Now, because I have been meditating regularly, I can access a bliss state in a very short period of time.
This is very useful.
So many people try so hard in so many ways to make themselves happy.
They drink too much, eat too much, take drugs, spend too much money, what have you.
What if you didn’t have to over extend yourself in any way to be happy?
What if you could just find happiness within yourself for free, anytime anywhere?
This is what meditation does for me at the present time.
With all this said, let it be known that I still don’t think I am a very good meditator. In fact, I would say that officially I think I suck. I think I am like the person in the back of an exercise class sort of doing the moves but not quite, and yet they show up every week doing what they can do, even if they look sort of ridiculous.
I still have too many thoughts. There are days when my too many thoughts really become excessive and I wonder if my mind will ever just stop talking.
But I am encouraged by the Zen philosophy that if you are sitting and meditating, you are already in a state of enlightenment. Even if you are struggling to find the stillness, you are still in that state of enlightenment.
And I am encouraged by Steve’s explanation that if you just let the mind run, like a team of wild horses, eventually it will just let itself run out. Just don’t get too attached. Blah blah, whatever.

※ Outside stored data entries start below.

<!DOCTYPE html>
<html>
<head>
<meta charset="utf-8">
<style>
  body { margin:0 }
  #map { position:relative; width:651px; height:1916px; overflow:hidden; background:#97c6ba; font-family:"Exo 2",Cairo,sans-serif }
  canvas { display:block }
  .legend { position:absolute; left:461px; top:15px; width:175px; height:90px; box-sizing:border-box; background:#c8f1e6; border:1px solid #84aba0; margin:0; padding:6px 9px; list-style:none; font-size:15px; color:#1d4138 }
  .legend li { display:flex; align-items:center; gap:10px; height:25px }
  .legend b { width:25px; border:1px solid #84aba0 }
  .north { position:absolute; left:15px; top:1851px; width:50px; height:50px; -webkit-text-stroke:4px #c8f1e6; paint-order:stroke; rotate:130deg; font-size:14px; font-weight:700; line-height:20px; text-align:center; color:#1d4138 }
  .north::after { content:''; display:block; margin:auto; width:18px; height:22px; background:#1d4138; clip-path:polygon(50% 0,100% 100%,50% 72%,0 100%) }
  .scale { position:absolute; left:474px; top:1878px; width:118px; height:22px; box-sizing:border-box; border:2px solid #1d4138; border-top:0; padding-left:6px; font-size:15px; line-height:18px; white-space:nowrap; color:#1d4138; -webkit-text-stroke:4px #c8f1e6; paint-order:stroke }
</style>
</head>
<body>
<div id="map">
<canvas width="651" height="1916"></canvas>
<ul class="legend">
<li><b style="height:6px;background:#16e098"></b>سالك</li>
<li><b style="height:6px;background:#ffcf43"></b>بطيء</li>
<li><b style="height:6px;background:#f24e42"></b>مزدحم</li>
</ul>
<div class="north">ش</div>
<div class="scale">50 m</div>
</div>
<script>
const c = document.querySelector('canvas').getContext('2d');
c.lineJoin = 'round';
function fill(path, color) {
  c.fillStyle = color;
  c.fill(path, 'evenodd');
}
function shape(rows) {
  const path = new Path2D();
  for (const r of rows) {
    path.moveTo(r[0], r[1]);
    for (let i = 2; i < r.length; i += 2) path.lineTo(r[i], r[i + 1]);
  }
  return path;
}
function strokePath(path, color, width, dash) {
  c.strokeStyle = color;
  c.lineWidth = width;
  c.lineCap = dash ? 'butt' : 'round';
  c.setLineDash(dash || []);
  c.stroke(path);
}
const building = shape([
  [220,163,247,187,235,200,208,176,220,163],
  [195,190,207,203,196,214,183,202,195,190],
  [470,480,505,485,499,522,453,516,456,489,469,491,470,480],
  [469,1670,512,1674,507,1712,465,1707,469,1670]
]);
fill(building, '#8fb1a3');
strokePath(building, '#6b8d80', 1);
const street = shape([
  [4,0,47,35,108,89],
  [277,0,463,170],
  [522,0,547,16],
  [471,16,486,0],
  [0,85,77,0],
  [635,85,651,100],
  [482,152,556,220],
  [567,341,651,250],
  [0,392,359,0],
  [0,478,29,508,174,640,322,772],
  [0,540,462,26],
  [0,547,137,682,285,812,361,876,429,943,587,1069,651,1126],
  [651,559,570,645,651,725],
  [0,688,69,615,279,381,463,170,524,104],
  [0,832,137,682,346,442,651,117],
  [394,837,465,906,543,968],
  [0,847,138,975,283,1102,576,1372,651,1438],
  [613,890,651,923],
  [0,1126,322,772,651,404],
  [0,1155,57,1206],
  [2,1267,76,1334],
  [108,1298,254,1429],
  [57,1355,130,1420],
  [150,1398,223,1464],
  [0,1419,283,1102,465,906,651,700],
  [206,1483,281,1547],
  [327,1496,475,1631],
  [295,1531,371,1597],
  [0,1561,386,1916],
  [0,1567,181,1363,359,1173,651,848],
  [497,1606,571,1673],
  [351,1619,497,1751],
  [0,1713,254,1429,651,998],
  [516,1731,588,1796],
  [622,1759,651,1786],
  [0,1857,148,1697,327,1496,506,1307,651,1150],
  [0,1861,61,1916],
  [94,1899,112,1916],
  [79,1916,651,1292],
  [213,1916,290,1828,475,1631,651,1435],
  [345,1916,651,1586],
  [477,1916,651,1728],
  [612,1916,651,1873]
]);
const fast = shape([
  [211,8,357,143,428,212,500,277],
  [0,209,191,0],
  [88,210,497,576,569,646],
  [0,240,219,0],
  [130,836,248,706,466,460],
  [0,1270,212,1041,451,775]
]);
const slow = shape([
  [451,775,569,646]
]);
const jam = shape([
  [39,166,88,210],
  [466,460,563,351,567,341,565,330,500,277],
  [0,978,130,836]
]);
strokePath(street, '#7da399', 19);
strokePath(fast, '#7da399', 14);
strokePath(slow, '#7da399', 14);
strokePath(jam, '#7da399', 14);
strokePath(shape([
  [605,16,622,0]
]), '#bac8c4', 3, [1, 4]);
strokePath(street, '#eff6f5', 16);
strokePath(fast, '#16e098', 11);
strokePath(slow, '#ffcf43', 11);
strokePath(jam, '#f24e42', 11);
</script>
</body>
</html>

You don’t have to reach anywhere, achieve anything. If you are sitting in zazen, you’re already there. And zazen is just sitting. Zazen is the heart of Buddhist practice. Supposedly, if you are just sitting, you are embodying all the steps of the eight-fold path. And all you have to do is sit!
OK, maybe it helps if you have a zafu, and for me it definitely helps to be in my meditation group.
My legs get tired, my feet go to sleep after just 25 minutes. I have to rub my legs and feet when we get up to do the silent walking meditation.
But I find myself feeling so happy.
Surprise! It has taken awhile, but I love to mediate.